Saved entries
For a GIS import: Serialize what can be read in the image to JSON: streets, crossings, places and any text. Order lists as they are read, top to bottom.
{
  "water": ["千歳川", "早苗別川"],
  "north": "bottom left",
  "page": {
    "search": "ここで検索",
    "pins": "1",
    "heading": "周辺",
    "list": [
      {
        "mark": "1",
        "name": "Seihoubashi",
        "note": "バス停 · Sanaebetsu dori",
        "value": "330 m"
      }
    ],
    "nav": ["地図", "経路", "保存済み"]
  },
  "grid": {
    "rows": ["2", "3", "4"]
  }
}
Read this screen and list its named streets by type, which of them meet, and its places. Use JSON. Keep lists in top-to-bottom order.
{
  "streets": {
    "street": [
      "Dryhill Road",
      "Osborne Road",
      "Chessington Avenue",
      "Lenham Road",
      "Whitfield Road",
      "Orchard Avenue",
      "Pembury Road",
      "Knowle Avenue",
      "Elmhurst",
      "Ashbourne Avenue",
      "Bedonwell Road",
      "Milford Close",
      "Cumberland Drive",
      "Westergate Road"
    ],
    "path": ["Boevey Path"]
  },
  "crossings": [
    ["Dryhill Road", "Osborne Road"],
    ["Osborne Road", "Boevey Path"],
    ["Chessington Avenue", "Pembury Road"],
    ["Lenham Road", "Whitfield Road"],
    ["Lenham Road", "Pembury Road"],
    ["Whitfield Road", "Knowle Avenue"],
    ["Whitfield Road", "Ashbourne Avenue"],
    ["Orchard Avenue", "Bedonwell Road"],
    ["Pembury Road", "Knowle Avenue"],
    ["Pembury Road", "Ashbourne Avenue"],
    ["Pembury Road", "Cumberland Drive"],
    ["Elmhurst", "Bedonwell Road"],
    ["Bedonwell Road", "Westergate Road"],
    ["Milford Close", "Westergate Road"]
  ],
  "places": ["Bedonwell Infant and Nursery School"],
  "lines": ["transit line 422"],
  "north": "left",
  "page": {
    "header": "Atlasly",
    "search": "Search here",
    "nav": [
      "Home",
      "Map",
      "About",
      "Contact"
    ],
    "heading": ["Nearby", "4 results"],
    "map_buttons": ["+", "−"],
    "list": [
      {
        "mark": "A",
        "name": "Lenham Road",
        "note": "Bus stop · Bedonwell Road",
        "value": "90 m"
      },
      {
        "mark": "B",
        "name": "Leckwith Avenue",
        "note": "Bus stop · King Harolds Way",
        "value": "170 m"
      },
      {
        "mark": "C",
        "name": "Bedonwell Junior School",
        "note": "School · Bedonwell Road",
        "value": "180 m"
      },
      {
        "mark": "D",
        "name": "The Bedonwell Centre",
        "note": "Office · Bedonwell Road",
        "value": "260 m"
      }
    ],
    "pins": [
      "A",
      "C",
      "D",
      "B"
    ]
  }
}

DIRECTIONS FOR THIS TASK: Filter the entries and copy each line with "streets".

ANSWER TO THIS PROBLEM:
For a GIS import: Serialize what can be read in the image to JSON: streets, crossings, places and any text. Order lists as they are read, top to bottom.
Read this screen and list its named streets by type, which of them meet, and its places. Use JSON. Keep lists in top-to-bottom order.
  "streets": {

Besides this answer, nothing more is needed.